# WORK INSTRUCTIONS:
Up to and including the line that contains "Map reading. Read", repeat each line of the data exactly, starting from the first.

*** SUPPLIED RECORDS ***

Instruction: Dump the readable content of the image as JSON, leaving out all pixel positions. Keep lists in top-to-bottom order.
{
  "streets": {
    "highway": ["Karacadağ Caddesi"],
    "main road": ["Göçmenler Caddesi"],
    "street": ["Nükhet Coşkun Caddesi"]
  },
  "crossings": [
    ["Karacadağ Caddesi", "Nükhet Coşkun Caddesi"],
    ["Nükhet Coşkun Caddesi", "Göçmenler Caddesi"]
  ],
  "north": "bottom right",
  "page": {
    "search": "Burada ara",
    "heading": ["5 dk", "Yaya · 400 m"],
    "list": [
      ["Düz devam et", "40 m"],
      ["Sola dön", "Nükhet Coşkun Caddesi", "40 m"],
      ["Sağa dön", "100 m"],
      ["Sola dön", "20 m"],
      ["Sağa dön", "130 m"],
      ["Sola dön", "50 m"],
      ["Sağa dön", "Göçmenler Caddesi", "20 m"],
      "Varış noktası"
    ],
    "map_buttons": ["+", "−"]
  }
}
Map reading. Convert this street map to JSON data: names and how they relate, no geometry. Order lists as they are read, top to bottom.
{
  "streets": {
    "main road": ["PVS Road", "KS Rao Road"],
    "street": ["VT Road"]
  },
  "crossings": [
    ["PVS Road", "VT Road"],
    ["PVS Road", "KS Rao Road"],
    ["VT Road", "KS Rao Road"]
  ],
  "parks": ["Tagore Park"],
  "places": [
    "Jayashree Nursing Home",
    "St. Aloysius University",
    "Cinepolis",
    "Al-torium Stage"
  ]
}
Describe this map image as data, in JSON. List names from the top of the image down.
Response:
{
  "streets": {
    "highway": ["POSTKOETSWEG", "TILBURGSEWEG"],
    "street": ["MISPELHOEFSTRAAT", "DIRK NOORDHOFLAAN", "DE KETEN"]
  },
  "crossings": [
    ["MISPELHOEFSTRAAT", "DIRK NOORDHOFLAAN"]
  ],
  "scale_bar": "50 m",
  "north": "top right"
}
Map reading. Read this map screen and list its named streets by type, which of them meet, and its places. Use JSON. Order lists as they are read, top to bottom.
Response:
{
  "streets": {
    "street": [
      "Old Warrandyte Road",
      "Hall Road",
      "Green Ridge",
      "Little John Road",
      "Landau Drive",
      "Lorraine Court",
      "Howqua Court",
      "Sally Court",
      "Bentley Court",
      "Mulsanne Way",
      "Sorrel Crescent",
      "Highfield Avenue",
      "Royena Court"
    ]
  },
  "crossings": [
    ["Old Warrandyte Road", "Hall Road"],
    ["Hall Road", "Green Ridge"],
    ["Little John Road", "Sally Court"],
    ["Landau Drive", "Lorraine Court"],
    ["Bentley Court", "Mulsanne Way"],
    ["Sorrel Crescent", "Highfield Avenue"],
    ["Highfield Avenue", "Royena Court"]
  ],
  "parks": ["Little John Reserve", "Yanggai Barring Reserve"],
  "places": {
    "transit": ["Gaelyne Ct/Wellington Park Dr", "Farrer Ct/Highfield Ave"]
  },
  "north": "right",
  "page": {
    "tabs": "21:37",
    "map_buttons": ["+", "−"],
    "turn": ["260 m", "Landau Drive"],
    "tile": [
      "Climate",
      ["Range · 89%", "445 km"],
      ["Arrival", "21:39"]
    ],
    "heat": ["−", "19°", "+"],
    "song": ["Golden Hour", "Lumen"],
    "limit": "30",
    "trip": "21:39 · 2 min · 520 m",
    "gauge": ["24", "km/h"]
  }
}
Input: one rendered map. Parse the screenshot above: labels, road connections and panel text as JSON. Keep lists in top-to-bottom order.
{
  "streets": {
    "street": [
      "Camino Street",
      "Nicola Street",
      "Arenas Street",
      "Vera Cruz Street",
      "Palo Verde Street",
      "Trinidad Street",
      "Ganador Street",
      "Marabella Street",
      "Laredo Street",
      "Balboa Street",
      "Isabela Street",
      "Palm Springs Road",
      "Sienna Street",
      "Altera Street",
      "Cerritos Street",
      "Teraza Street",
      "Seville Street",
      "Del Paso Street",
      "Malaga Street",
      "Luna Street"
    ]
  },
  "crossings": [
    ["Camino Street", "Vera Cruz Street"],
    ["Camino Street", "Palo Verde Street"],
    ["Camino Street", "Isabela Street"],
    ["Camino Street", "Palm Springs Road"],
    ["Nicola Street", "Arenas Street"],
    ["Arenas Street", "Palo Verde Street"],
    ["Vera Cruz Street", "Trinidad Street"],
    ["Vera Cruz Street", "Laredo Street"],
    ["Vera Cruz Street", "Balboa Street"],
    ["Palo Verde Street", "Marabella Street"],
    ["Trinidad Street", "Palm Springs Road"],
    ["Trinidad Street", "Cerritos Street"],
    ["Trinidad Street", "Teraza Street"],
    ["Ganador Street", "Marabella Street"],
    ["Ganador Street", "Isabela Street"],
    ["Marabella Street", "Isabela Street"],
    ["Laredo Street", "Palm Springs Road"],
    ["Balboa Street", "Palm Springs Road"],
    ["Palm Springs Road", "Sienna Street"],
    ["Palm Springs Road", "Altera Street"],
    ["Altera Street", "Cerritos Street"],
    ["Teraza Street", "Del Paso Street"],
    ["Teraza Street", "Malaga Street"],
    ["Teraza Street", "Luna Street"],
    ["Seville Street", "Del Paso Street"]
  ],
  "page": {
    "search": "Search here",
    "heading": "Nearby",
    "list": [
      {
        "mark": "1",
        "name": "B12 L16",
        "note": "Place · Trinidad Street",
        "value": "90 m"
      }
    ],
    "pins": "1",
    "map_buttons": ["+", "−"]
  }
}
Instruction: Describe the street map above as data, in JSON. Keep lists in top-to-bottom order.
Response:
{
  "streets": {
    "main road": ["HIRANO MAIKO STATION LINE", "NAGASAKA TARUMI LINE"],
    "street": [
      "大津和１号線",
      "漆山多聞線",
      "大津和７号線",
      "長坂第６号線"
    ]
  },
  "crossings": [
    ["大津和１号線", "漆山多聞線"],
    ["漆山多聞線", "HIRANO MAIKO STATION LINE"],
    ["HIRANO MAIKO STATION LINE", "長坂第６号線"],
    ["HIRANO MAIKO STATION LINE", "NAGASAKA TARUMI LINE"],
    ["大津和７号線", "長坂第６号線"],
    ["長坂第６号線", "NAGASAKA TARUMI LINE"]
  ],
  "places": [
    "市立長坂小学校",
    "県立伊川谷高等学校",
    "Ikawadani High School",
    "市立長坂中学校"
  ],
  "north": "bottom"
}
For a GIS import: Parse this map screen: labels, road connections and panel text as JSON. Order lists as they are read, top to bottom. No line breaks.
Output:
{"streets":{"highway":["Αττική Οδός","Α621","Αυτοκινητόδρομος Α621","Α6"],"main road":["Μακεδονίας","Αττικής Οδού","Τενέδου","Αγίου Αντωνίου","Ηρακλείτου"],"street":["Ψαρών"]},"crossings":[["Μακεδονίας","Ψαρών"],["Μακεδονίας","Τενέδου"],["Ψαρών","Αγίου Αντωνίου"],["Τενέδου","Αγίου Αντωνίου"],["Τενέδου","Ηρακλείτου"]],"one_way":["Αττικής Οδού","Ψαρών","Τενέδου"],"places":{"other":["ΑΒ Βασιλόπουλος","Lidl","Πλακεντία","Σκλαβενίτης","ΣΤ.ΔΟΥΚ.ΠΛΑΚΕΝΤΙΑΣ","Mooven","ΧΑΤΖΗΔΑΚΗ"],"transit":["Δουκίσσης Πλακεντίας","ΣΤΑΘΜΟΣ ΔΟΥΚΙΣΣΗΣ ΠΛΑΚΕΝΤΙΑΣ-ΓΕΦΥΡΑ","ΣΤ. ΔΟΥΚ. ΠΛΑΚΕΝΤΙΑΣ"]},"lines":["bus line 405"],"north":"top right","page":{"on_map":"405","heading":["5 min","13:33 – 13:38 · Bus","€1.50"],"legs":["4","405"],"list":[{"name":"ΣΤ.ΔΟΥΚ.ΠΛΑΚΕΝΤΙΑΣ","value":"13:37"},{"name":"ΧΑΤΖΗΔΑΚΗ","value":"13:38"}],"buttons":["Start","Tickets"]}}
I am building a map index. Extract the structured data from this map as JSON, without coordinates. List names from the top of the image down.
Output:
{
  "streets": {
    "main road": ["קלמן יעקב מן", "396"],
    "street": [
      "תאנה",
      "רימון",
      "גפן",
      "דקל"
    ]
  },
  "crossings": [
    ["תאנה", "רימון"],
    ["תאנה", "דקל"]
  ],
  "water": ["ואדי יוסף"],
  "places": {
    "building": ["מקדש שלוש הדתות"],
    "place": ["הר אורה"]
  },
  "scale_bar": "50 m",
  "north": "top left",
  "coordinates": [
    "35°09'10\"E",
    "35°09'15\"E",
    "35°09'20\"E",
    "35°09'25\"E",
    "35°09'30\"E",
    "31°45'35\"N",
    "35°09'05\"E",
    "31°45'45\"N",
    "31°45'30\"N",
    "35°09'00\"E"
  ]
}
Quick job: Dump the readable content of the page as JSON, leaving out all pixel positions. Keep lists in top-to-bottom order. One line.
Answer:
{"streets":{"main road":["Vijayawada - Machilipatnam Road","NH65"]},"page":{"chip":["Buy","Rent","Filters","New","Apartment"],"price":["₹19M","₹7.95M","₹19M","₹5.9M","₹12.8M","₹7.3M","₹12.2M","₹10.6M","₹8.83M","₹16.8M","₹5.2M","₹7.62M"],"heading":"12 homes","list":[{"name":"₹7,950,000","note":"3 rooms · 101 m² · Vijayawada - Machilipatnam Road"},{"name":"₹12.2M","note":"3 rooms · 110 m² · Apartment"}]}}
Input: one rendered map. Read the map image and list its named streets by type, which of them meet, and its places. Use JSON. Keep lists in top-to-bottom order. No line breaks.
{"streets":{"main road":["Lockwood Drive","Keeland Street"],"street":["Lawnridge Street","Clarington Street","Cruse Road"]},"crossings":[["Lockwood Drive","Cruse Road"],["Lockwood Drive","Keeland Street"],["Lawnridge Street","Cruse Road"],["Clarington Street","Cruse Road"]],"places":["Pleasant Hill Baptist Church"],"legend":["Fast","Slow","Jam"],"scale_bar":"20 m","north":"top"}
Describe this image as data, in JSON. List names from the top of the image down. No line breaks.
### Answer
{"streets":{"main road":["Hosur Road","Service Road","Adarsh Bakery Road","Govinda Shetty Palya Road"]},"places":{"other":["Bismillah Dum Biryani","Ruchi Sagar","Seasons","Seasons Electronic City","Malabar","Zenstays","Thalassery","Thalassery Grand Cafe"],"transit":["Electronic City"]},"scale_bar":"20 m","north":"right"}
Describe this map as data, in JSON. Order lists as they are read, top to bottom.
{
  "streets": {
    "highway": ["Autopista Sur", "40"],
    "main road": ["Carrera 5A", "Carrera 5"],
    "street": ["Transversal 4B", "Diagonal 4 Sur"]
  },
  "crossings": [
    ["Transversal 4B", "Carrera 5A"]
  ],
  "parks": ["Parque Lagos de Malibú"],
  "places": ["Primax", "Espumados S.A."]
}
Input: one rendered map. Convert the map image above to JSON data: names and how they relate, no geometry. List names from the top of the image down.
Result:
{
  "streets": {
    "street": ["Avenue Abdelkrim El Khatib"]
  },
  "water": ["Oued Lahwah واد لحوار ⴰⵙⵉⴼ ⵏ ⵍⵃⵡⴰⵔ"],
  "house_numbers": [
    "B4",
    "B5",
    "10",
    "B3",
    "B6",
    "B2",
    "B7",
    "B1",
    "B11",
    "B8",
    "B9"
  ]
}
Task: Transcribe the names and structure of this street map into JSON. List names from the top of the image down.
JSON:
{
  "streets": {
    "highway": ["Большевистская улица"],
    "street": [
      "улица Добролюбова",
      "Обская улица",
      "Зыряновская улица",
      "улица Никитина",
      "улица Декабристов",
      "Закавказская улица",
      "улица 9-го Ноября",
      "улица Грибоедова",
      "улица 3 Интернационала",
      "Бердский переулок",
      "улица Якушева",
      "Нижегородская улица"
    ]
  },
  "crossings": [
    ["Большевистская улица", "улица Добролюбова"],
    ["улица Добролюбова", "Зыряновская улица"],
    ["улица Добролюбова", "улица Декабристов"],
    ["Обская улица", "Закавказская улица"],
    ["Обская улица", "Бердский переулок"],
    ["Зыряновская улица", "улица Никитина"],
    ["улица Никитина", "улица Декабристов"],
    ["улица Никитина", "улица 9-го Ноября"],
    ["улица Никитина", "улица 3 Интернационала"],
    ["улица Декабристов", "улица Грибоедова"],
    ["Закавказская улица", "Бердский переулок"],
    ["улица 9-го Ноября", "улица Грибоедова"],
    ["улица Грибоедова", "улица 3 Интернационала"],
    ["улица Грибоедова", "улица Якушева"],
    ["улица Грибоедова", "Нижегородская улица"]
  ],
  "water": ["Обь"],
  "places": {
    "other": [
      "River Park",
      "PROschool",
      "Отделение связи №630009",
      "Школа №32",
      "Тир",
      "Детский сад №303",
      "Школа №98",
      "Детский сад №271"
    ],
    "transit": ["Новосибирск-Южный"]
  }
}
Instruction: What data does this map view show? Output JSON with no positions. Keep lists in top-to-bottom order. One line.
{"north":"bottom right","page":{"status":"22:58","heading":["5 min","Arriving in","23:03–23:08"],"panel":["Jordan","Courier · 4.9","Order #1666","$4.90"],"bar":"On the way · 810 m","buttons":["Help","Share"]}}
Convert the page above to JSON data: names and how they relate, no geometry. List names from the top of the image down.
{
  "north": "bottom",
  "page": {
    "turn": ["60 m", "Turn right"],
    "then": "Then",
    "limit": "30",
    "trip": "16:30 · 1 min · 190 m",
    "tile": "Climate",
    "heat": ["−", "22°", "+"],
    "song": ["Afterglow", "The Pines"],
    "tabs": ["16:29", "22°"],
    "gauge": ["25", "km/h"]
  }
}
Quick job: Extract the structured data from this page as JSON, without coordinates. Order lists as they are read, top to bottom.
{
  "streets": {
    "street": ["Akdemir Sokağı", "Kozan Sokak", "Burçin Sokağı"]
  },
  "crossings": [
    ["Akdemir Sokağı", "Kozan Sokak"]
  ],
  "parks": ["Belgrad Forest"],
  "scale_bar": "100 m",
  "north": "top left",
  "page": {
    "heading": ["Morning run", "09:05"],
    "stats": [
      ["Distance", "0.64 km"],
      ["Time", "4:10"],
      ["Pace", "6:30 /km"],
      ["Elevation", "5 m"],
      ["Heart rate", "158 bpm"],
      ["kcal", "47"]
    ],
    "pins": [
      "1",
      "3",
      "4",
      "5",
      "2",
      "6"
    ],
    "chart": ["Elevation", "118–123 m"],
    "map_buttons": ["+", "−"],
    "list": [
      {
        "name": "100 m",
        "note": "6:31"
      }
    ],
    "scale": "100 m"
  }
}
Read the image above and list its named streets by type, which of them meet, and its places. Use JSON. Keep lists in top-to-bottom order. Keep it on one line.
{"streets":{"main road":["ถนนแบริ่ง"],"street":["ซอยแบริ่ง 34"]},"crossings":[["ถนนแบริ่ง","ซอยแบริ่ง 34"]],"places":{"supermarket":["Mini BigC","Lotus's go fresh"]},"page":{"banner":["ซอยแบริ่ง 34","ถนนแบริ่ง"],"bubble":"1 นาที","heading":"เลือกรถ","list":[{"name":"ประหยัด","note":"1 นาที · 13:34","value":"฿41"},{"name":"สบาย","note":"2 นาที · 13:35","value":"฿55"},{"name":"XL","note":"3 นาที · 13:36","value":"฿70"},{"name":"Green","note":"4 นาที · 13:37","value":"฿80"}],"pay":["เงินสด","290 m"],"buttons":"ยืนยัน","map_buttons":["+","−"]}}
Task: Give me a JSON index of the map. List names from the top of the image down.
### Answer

***

# COMPLETED EXERCISE:
Instruction: Dump the readable content of the image as JSON, leaving out all pixel positions. Keep lists in top-to-bottom order.
{
  "streets": {
    "highway": ["Karacadağ Caddesi"],
    "main road": ["Göçmenler Caddesi"],
    "street": ["Nükhet Coşkun Caddesi"]
  },
  "crossings": [
    ["Karacadağ Caddesi", "Nükhet Coşkun Caddesi"],
    ["Nükhet Coşkun Caddesi", "Göçmenler Caddesi"]
  ],
  "north": "bottom right",
  "page": {
    "search": "Burada ara",
    "heading": ["5 dk", "Yaya · 400 m"],
    "list": [
      ["Düz devam et", "40 m"],
      ["Sola dön", "Nükhet Coşkun Caddesi", "40 m"],
      ["Sağa dön", "100 m"],
      ["Sola dön", "20 m"],
      ["Sağa dön", "130 m"],
      ["Sola dön", "50 m"],
      ["Sağa dön", "Göçmenler Caddesi", "20 m"],
      "Varış noktası"
    ],
    "map_buttons": ["+", "−"]
  }
}
Map reading. Convert this street map to JSON data: names and how they relate, no geometry. Order lists as they are read, top to bottom.
{
  "streets": {
    "main road": ["PVS Road", "KS Rao Road"],
    "street": ["VT Road"]
  },
  "crossings": [
    ["PVS Road", "VT Road"],
    ["PVS Road", "KS Rao Road"],
    ["VT Road", "KS Rao Road"]
  ],
  "parks": ["Tagore Park"],
  "places": [
    "Jayashree Nursing Home",
    "St. Aloysius University",
    "Cinepolis",
    "Al-torium Stage"
  ]
}
Describe this map image as data, in JSON. List names from the top of the image down.
Response:
{
  "streets": {
    "highway": ["POSTKOETSWEG", "TILBURGSEWEG"],
    "street": ["MISPELHOEFSTRAAT", "DIRK NOORDHOFLAAN", "DE KETEN"]
  },
  "crossings": [
    ["MISPELHOEFSTRAAT", "DIRK NOORDHOFLAAN"]
  ],
  "scale_bar": "50 m",
  "north": "top right"
}
Map reading. Read this map screen and list its named streets by type, which of them meet, and its places. Use JSON. Order lists as they are read, top to bottom.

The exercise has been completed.